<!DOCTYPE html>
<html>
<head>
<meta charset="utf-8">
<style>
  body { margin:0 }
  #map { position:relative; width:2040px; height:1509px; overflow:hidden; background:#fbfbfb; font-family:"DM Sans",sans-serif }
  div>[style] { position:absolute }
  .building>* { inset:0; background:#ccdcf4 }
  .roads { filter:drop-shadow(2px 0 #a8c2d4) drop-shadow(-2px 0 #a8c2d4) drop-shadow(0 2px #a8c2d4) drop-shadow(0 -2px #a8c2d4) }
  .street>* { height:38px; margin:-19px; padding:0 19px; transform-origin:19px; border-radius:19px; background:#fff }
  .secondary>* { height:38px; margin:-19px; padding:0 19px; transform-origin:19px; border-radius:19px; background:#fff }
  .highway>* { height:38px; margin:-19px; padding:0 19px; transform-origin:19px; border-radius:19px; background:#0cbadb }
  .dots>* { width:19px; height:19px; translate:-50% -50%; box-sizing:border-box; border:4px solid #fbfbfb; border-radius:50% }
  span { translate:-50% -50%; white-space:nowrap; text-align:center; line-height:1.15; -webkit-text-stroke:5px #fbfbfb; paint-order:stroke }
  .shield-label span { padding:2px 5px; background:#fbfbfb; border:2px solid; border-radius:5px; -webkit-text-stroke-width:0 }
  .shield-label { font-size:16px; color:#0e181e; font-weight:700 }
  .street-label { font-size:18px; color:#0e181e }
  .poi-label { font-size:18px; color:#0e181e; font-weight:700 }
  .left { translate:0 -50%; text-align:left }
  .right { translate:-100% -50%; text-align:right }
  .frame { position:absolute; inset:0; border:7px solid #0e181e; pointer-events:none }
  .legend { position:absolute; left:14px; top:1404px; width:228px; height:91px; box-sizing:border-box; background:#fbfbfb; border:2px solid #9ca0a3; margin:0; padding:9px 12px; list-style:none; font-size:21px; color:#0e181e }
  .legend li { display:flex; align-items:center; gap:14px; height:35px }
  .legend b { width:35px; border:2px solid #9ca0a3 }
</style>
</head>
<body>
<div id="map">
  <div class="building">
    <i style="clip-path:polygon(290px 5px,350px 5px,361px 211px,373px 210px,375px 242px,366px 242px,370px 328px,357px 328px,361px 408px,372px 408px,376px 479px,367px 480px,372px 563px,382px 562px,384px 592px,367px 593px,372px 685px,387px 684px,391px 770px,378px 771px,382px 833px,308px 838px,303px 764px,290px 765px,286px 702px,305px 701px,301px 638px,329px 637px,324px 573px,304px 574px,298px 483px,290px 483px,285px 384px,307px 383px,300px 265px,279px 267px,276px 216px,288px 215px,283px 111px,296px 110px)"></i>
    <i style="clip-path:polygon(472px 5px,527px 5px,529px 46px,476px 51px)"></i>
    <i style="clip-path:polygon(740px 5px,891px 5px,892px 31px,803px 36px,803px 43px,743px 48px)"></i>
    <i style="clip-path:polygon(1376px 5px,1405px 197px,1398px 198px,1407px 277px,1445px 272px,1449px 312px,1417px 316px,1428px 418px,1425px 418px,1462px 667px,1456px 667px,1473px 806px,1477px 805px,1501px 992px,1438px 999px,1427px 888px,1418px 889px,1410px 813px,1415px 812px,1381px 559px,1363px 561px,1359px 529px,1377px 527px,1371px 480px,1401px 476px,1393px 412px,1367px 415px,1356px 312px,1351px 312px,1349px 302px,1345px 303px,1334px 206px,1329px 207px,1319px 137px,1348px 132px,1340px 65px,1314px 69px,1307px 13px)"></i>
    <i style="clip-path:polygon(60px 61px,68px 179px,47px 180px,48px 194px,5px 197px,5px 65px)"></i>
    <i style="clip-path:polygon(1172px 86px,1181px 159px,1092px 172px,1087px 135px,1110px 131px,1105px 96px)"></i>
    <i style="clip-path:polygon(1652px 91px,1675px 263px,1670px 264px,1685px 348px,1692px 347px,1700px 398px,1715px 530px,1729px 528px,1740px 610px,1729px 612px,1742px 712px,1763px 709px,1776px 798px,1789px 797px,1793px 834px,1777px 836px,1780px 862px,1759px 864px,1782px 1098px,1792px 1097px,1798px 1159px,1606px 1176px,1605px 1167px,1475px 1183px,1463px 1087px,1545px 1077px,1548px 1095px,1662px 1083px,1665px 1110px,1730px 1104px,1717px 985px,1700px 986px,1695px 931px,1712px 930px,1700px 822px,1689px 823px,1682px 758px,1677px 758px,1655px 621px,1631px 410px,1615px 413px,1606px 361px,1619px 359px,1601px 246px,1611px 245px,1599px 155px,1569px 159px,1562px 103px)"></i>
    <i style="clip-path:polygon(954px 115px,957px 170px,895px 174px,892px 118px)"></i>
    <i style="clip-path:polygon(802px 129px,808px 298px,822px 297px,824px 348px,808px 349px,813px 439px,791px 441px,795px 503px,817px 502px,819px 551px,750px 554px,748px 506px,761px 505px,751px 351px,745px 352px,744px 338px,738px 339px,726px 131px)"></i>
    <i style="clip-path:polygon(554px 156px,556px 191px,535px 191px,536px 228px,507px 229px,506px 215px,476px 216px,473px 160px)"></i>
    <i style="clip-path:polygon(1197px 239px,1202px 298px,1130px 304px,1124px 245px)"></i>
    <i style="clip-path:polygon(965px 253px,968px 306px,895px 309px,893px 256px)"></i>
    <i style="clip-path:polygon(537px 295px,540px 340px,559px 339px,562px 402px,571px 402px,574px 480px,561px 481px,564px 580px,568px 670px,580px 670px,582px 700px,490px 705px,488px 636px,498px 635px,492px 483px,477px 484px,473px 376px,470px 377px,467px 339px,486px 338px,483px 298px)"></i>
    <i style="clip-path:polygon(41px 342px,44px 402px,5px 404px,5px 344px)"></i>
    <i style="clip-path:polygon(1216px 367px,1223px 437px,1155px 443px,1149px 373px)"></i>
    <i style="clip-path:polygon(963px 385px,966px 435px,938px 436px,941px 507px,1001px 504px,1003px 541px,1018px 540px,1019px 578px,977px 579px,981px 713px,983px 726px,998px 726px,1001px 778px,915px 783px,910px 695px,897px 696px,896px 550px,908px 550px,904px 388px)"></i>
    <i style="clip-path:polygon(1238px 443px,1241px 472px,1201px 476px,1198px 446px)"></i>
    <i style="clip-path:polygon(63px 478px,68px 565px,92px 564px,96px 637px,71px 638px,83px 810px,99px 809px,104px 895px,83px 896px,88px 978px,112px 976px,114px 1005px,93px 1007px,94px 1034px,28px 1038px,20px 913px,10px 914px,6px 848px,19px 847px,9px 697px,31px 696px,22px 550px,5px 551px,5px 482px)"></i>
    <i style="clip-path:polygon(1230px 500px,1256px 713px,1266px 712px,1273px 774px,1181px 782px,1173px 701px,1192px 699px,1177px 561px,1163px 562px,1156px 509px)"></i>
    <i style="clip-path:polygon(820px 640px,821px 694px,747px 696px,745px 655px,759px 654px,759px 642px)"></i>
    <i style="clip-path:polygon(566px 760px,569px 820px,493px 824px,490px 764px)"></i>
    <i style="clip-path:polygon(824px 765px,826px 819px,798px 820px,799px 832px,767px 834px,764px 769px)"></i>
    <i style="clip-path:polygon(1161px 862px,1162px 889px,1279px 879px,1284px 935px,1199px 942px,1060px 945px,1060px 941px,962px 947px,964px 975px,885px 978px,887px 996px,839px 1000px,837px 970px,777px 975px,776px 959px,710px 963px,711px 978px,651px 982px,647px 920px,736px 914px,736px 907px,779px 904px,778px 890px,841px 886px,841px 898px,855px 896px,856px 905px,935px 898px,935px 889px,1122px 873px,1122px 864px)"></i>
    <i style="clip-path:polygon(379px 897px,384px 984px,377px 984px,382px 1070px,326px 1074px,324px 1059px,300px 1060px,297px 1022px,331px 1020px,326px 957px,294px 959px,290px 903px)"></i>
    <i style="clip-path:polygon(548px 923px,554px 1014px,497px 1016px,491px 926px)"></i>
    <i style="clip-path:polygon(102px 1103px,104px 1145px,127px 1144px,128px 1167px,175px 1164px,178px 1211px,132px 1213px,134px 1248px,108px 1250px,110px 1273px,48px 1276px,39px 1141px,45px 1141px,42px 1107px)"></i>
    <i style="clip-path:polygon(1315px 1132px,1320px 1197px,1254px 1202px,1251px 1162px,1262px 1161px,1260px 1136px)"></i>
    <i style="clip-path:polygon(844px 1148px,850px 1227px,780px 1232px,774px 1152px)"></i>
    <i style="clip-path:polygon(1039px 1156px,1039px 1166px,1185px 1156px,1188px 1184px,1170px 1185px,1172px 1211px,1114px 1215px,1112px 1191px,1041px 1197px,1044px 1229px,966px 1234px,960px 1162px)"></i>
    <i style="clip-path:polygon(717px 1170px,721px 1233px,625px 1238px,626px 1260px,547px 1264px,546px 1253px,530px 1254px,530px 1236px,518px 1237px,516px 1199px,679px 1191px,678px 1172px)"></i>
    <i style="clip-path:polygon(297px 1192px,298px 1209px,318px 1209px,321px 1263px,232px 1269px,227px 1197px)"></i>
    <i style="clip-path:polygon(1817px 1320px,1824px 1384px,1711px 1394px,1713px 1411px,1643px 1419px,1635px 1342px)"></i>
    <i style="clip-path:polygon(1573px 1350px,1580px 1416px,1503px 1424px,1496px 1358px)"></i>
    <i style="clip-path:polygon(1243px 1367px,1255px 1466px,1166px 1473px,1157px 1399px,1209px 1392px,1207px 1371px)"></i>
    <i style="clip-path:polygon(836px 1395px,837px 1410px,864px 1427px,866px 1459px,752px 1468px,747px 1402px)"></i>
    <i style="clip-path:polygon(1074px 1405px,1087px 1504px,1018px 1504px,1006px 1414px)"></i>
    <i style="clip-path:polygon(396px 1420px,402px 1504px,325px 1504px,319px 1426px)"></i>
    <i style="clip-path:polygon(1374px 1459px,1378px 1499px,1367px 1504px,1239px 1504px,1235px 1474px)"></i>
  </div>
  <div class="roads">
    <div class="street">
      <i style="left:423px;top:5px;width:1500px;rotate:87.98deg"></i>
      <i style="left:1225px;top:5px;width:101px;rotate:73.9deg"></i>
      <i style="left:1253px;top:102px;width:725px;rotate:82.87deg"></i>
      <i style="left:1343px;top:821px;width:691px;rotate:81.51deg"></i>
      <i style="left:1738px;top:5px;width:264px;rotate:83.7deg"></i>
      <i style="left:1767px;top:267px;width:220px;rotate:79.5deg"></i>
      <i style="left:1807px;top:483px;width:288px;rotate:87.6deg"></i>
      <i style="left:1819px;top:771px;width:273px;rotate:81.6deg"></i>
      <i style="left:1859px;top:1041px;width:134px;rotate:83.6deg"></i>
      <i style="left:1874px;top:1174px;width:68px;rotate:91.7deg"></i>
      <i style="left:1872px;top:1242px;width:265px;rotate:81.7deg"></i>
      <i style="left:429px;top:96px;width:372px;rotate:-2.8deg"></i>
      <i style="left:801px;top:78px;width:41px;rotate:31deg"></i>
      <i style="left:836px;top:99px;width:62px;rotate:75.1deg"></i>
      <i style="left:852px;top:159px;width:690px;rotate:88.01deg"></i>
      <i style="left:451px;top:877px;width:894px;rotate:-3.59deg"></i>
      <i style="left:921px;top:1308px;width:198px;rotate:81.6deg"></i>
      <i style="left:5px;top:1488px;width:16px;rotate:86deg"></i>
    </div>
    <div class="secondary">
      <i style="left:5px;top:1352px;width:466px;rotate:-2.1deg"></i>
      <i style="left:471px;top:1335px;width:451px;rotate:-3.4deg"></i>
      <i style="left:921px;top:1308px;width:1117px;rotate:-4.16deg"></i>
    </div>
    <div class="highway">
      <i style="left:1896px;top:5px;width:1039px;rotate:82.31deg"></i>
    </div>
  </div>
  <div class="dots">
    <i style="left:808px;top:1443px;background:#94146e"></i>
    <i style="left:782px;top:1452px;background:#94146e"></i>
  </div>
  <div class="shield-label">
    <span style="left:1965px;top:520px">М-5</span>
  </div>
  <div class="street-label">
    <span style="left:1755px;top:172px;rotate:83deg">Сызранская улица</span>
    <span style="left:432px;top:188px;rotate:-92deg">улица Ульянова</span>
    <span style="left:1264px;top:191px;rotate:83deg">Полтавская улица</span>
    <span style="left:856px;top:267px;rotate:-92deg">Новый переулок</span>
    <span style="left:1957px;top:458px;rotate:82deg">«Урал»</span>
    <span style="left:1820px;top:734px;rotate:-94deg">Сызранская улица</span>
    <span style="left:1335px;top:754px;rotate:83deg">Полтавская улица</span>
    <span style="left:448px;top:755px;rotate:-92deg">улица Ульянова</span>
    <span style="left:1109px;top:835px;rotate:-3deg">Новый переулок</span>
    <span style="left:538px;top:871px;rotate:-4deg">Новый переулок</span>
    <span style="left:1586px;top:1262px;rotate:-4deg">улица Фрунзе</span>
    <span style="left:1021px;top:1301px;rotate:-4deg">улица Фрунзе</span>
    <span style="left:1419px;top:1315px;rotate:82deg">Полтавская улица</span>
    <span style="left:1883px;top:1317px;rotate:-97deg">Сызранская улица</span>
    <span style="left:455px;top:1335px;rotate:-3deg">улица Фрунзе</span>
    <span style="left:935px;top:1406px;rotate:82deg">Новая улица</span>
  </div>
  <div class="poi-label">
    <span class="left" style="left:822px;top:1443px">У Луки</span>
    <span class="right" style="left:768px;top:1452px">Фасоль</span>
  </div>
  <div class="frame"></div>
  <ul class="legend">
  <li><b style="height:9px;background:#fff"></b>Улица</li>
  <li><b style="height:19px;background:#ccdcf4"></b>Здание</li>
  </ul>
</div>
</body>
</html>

### ACTION ITEM
Whenever a line of the listing above holds the word "Ульянова", copy that line.

### ANSWER TO THIS EXERCISE
    <span style="left:432px;top:188px;rotate:-92deg">улица Ульянова</span>
    <span style="left:448px;top:755px;rotate:-92deg">улица Ульянова</span>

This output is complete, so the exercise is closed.